Anyway – and the link to Metro’s website doesn’t do any sort of justice to the full horror of this – this morning’s front page feature was all about Facebook reaching 500m users. And lots of little ‘factoids’ (26m users in Britain – that’s a third of the population!) and some mealy-mouthed motherhood statements from the boy-demon, Mark Zuckerberg.

C’mon, bloggy people – what’s wrong with this picture?

  • It’s not news – it merely provides a seal of approval for people’s grubby obsession wid da ‘book
  • OK, it could be argued that it IS news – populist, describing a global phenomenon, huge numbers, societal step-change etc etc – but I always thought there had to be two sides to news. Where’s the counter-argument? The nearest we get to it is a nod to the fact that Facebook doesn’t make a profit, and that Azrael Zuckerberg may have to give a slice of his horrible action to some guy he had a contract with some time ago. (And you wouldnae want to read the small print on THAT contract, mark my words)
  • Where does the data come from? Oooooh, ooooh, oooooh! Let me guess! Facebook?
  • Not even a nod to the fact that only a proportion of those registered Facebookians are actually active
  • No nod to the trend for people to create Facebook accounts for their pets
  • No nod to the exceptionally poor nature of the bulk of the content
  • And certainly no recognition of the possibility that serious Facebookists (most likely, I wouldn’t want to be quoted on this) have serious issues of a rather disturbing nature

If you don’t believe me – or if you simply want to marvel at the random fuckwittery that is the bulk of Facebook, have a quick shufti at this. This is Failbook. Mostly shit, occasionally jaw-droppingly, buttock-clenchingly awful.

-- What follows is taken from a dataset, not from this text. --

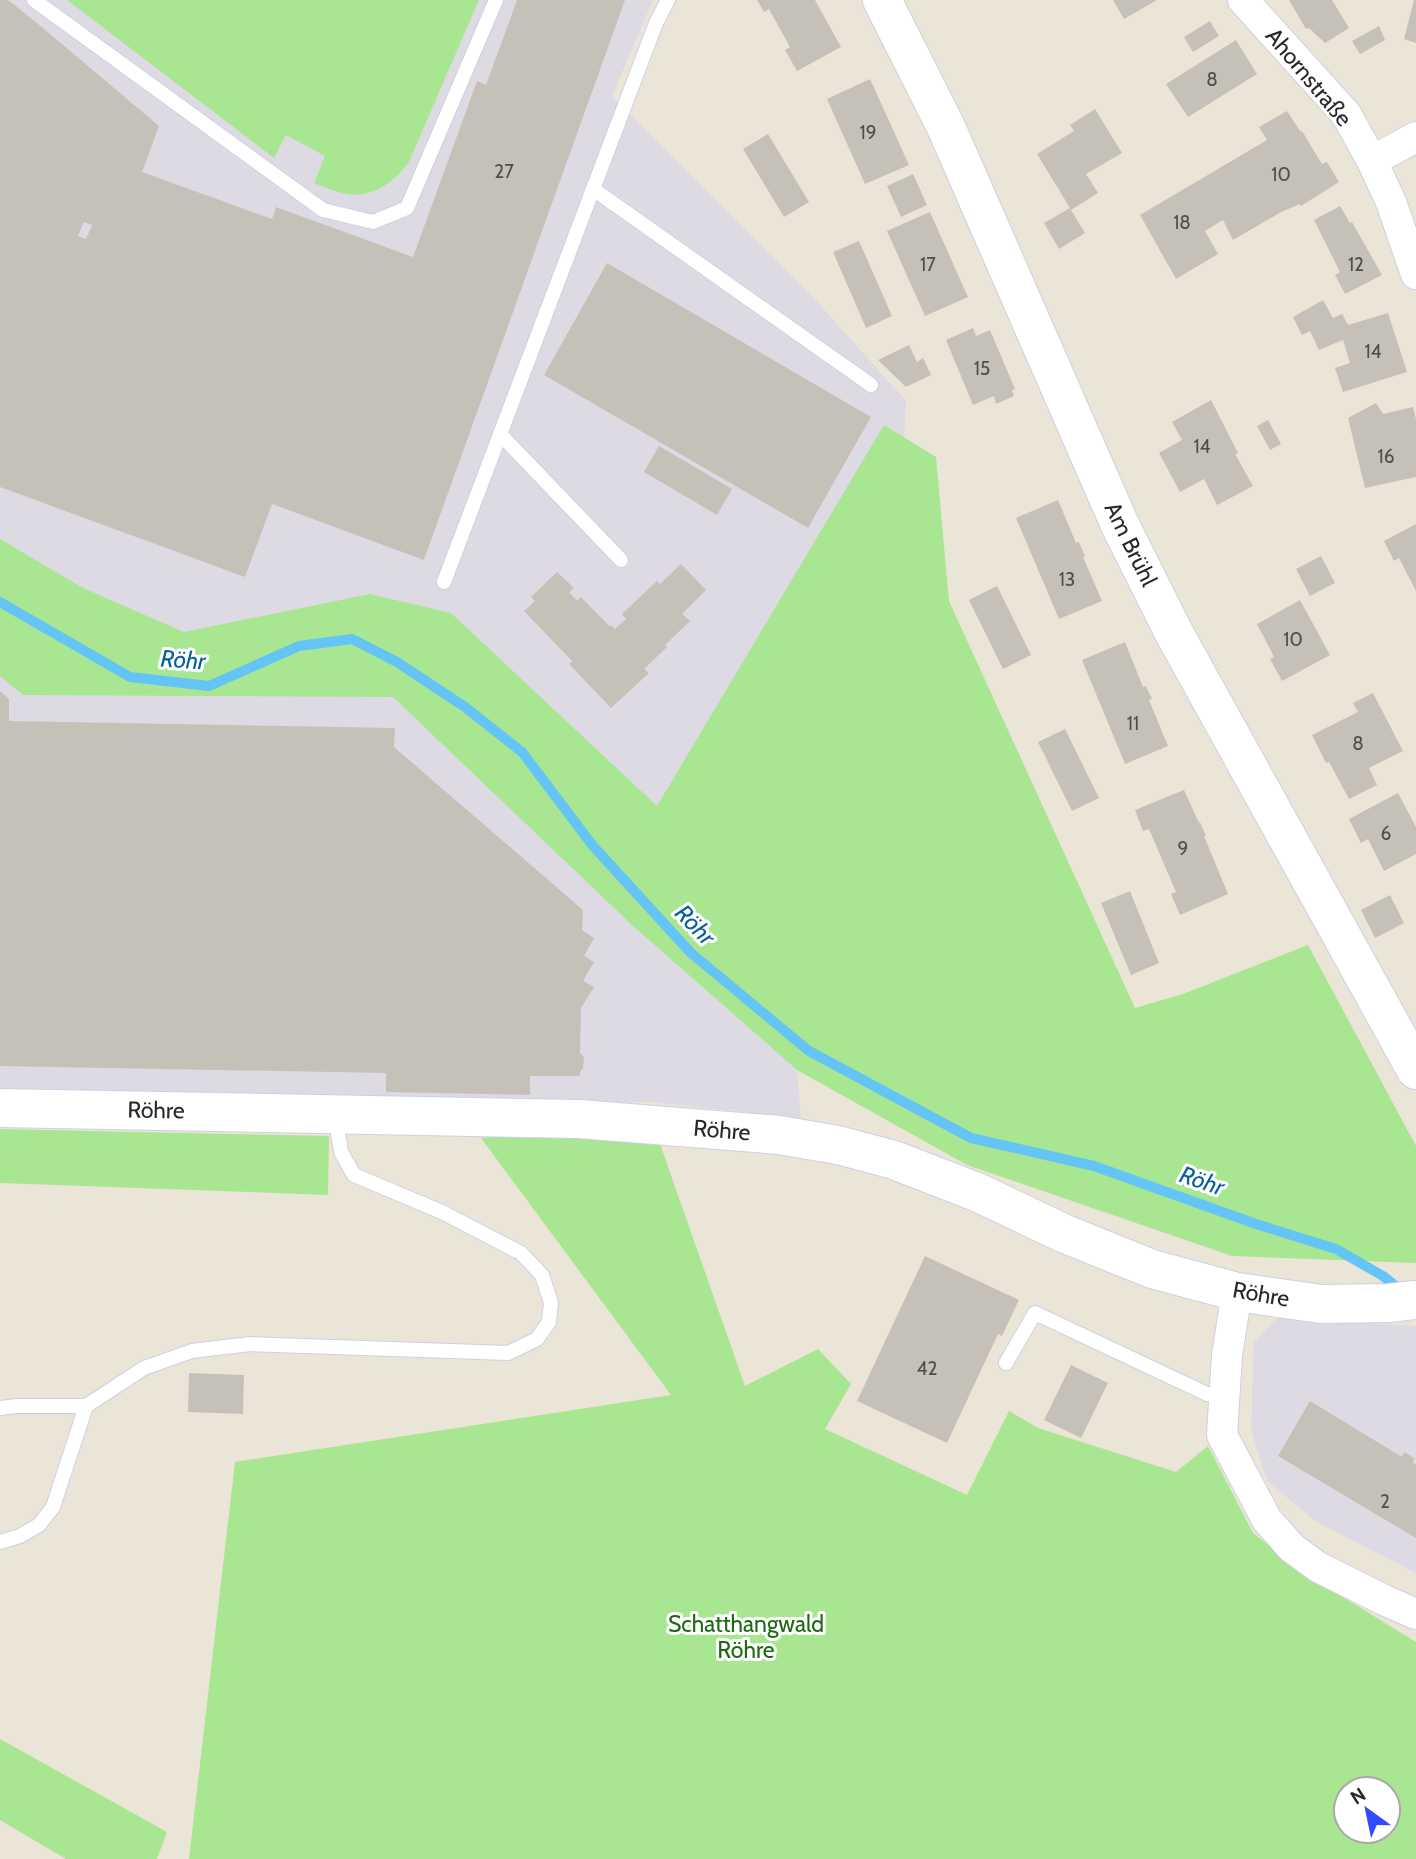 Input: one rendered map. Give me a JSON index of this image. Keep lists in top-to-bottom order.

Anyway, the good news is that this undoubtedly heralds the start of the silly season. Yes, dear communications specialists everywhere, it is time to kick back, dust off the really stupid ideas that wouldn’t stand a chance at any other time of the year, and get filling those empty column inches!

Good luck to you all!

Googly I

 Been a while, blog snorkellers mine, been a while.

Frankly, this blog has turned into my foamy-mouthed rantings about the eville that is social media and, d’you know what, it’s becoming difficult to find anything new to write.

Why? Because I’m not a geeky techy, I’m a communicator. I do not hang around in the kitchen of the internet’s big social media party, discussing the tiny changes that social media keep making to themselves, nor the wholly spurious increases in fans and clicks, nor the fact that 52.673% of businesses run by hippies believe that social media will, eventually, replace God.

And unless you choose to rummage through this morass of soiled underwear, you have to accept the truth that nothing has actually changed in the year or so that I’ve been gracing the web with my musings. The evangelists are still evangelising, the fools are still fooling around, the inappropriateness is still inappropriate, the naysayers are still naysaying – but nothing has actually changed.

Social media are still what they are – and the communications and marketing community are still trying to work out how to leverage them. Anyway, today I come across this – which is a post from the Digital Brand Expressions Blog (thank you) musing on the possibility that Google may be planning to have another foray into the social media space with something that may, or may not, be called ‘Google Me’. Obviously, I think they’ve missed a trick here – ‘Googly I’ would be so much better, or Google U, which could then become Googlez Vous in French and Et Tu Google for the small Swiss community that still insists on speaking Latin.

Anyway (again), just a couple of thoughts on the back of this article:

1) It’s probably too late for choice. You’re either on Facebook, or you’re not. And if you are – well, you are (obviously) and if you’re not, I think it’s unlikely that you’ll suddenly throw your privacy away and embrace the sharing of drunken photographs simply because that nice Mr Google has provided a new medium for you to use.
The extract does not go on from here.